◆ **What is required**
Would you restate the entries below word for word, starting at the first line and ending with the one that has "--surface:#171b24; --page:#20242c; --text:#f1f3f6;"?
*** Data to use ***
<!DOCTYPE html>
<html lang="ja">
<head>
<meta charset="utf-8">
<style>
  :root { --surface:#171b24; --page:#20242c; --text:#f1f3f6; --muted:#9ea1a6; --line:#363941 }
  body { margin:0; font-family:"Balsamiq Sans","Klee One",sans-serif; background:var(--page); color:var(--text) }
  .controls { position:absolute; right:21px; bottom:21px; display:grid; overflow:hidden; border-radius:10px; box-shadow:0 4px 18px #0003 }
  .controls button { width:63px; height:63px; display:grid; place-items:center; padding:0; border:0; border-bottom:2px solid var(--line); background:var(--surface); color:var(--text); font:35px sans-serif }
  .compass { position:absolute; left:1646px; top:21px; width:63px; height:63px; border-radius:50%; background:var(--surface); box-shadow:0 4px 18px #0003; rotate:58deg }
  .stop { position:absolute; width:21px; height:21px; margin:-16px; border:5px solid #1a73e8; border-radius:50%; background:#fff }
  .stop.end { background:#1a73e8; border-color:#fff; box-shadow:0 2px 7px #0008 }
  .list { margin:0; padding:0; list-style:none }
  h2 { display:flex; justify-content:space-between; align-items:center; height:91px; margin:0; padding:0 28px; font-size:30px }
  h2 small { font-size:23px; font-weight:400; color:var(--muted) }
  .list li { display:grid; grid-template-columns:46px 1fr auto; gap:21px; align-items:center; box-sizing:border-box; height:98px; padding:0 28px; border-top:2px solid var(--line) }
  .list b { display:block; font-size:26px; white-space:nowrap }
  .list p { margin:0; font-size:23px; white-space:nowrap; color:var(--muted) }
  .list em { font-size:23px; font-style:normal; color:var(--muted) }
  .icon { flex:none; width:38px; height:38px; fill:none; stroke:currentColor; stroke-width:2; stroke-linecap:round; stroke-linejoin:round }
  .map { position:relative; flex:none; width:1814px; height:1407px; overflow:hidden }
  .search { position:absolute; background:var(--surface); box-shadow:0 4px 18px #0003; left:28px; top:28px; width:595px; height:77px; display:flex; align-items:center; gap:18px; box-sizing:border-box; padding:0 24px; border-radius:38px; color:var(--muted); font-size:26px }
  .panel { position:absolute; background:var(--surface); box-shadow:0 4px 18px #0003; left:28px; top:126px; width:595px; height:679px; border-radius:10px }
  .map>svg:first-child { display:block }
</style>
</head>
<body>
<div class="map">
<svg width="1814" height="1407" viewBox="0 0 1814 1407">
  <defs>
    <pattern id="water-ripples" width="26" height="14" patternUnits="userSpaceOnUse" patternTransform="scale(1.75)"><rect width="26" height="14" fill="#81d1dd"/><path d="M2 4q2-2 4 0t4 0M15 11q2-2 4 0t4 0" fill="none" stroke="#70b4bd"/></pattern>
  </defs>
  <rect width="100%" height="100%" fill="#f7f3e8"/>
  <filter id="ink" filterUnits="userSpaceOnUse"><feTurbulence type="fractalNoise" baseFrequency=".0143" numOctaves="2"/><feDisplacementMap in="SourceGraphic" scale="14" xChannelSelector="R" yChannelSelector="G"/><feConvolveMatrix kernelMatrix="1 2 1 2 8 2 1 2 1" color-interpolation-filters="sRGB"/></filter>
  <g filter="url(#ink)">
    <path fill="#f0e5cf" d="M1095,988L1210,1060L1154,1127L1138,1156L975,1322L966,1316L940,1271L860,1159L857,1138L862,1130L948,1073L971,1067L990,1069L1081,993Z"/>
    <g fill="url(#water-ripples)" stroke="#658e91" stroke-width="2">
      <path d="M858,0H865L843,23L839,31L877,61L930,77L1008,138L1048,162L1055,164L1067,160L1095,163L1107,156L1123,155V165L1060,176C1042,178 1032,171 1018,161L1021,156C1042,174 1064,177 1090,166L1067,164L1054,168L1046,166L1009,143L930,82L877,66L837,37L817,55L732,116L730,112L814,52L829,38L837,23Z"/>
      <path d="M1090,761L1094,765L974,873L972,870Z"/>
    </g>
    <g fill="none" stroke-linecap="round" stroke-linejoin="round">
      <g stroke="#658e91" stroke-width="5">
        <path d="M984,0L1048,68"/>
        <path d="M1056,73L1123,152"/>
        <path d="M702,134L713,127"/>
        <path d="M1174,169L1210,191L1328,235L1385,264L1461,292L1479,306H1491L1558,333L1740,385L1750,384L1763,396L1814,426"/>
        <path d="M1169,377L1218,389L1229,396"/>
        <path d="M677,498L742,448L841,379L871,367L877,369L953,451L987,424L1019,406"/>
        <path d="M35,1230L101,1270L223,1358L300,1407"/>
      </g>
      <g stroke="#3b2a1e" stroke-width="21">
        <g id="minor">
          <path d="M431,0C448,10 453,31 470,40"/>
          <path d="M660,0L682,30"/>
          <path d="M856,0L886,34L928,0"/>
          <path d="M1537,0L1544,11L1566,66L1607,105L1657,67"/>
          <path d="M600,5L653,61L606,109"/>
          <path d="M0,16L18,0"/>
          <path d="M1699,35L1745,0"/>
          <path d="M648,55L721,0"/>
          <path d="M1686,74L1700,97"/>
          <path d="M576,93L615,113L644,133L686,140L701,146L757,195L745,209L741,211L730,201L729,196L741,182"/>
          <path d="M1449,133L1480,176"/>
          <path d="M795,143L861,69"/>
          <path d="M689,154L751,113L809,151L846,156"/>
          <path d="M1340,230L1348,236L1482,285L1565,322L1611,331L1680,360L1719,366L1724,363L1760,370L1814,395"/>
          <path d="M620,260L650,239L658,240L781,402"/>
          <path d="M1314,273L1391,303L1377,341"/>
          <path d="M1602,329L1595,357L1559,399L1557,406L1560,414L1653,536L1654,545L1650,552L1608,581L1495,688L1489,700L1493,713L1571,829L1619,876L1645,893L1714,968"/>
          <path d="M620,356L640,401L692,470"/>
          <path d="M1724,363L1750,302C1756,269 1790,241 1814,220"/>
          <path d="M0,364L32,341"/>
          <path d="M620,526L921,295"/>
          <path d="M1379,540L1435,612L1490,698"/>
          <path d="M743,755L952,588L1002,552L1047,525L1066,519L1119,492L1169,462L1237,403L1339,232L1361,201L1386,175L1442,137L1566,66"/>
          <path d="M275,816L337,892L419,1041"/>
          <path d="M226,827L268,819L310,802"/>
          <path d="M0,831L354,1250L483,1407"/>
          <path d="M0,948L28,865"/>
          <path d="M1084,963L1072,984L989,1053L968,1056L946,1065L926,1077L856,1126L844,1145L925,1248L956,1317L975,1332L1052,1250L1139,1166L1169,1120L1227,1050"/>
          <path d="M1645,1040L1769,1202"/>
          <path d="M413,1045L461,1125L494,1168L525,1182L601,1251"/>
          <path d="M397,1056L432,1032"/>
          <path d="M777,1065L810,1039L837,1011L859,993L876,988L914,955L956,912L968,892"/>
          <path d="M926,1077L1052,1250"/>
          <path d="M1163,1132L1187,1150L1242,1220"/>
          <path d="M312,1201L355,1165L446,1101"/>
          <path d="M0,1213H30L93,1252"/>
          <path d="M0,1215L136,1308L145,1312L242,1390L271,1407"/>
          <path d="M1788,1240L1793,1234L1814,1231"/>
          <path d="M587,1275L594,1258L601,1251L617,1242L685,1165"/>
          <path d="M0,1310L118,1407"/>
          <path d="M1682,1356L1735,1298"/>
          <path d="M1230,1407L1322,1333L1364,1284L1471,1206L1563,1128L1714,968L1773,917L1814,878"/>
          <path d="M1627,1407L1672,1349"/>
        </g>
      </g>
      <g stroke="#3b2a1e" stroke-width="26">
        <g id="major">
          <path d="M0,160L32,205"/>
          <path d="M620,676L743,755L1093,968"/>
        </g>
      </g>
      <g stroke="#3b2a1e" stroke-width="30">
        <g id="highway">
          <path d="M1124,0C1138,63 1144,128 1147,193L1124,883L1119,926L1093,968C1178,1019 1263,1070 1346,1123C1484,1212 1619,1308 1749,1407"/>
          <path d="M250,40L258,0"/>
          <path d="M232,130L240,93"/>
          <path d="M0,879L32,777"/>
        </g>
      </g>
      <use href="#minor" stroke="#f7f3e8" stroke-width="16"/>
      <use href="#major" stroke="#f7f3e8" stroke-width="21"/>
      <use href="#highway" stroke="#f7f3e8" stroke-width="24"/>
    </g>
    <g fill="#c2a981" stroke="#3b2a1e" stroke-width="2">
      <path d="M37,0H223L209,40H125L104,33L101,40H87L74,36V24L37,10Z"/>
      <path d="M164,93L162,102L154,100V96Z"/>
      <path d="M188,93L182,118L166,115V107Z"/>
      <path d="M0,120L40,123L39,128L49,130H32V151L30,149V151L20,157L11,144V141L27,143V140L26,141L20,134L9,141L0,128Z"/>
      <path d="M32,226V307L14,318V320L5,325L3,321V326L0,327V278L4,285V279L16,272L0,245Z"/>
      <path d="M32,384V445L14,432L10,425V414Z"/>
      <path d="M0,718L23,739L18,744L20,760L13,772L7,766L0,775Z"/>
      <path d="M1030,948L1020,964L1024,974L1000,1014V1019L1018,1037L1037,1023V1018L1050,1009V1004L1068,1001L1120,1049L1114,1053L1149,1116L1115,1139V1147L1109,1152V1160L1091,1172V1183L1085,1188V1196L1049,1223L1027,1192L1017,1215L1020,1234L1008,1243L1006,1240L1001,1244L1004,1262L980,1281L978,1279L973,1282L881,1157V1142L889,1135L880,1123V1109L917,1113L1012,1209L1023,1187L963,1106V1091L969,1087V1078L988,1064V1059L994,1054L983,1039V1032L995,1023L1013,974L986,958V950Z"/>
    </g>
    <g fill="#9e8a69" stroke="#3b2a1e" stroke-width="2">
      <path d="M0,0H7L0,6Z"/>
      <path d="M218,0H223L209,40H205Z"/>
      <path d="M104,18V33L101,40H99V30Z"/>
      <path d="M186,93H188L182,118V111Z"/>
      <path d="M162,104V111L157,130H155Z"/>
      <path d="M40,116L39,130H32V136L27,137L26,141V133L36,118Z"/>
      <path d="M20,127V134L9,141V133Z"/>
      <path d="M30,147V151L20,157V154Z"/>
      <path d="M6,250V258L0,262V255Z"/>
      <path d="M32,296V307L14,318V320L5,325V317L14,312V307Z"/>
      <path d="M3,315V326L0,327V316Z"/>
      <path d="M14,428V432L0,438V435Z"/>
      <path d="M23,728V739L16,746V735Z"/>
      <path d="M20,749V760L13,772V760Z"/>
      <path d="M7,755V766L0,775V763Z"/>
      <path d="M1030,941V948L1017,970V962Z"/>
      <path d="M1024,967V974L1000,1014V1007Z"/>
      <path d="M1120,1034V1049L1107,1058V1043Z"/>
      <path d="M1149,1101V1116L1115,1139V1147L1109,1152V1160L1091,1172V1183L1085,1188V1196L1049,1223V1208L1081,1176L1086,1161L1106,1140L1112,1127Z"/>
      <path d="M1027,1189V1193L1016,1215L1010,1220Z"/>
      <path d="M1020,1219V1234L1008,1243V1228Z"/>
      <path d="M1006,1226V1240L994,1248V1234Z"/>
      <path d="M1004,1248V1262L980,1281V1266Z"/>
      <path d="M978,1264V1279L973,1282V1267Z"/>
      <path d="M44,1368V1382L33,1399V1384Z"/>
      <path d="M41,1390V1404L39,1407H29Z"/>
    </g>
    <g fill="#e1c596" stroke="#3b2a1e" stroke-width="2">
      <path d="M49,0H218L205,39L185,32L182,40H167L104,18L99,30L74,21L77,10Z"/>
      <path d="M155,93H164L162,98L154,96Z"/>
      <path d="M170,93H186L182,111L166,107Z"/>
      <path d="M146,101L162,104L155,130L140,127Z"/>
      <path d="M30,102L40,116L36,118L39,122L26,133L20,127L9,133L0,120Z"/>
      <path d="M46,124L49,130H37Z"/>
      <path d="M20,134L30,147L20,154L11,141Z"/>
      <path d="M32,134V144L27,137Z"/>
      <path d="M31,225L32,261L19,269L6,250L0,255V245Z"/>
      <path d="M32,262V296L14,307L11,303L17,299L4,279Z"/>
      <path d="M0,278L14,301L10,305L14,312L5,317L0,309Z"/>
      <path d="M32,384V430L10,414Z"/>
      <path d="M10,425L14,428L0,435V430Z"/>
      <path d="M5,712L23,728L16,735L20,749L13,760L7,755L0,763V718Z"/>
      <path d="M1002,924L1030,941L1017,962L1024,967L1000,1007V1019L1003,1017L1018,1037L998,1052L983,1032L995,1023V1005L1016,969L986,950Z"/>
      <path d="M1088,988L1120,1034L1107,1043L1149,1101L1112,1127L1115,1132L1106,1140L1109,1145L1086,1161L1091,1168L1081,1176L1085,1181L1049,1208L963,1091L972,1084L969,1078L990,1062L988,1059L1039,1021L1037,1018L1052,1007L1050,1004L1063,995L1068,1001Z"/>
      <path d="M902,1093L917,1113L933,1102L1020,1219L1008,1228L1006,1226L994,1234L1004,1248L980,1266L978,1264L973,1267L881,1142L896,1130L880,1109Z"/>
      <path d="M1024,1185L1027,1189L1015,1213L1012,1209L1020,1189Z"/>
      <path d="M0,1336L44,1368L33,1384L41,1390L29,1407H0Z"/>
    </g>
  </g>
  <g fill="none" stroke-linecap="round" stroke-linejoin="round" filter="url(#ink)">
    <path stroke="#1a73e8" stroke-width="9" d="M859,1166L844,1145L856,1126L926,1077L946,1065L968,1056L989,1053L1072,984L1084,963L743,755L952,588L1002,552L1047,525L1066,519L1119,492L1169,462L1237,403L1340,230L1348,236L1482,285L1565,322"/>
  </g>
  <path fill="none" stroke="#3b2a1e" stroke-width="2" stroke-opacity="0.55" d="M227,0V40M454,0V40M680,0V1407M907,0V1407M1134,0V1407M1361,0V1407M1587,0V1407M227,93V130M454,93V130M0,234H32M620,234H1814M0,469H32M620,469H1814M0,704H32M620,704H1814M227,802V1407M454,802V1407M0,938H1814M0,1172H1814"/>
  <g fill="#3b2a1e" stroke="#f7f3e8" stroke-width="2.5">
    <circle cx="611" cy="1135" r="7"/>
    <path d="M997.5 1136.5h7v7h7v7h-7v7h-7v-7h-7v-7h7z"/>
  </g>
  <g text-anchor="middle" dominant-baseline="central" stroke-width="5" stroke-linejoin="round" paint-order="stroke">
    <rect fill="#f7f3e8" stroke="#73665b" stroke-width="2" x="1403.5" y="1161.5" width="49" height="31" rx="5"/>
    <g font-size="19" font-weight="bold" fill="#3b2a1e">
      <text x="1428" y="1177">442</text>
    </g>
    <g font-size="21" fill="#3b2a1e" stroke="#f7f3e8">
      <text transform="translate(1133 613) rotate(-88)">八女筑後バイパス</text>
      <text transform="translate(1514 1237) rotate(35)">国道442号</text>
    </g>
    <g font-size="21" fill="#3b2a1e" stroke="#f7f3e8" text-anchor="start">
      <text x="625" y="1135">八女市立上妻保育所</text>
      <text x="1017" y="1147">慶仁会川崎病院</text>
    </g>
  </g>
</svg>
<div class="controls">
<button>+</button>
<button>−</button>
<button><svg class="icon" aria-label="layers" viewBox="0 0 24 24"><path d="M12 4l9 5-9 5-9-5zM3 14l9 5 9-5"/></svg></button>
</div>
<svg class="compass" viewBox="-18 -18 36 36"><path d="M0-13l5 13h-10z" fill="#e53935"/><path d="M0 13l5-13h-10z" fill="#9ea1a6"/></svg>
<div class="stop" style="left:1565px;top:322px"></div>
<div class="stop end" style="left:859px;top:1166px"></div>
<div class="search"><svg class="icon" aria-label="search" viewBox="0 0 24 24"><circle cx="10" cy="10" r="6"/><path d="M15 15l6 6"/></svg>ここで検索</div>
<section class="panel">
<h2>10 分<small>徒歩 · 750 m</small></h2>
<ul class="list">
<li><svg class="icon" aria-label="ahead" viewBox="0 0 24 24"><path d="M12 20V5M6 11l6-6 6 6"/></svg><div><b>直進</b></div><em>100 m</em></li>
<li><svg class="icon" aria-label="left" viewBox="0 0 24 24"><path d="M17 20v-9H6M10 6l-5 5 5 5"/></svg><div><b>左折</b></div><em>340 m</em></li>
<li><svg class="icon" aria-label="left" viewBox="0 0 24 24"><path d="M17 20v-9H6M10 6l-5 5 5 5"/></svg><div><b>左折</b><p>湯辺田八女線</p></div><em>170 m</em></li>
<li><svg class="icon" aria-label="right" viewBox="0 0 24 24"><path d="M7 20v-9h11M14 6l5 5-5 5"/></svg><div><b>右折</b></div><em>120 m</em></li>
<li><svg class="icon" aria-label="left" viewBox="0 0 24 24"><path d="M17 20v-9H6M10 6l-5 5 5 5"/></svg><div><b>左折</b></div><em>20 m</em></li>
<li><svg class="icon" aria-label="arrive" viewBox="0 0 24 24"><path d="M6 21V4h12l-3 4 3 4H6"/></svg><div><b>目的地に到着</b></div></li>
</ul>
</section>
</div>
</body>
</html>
*** End of Data to use ***
◆ **Task answer**
<!DOCTYPE html>
<html lang="ja">
<head>
<meta charset="utf-8">
<style>
  :root { --surface:#171b24; --page:#20242c; --text:#f1f3f6; --muted:#9ea1a6; --line:#363941 }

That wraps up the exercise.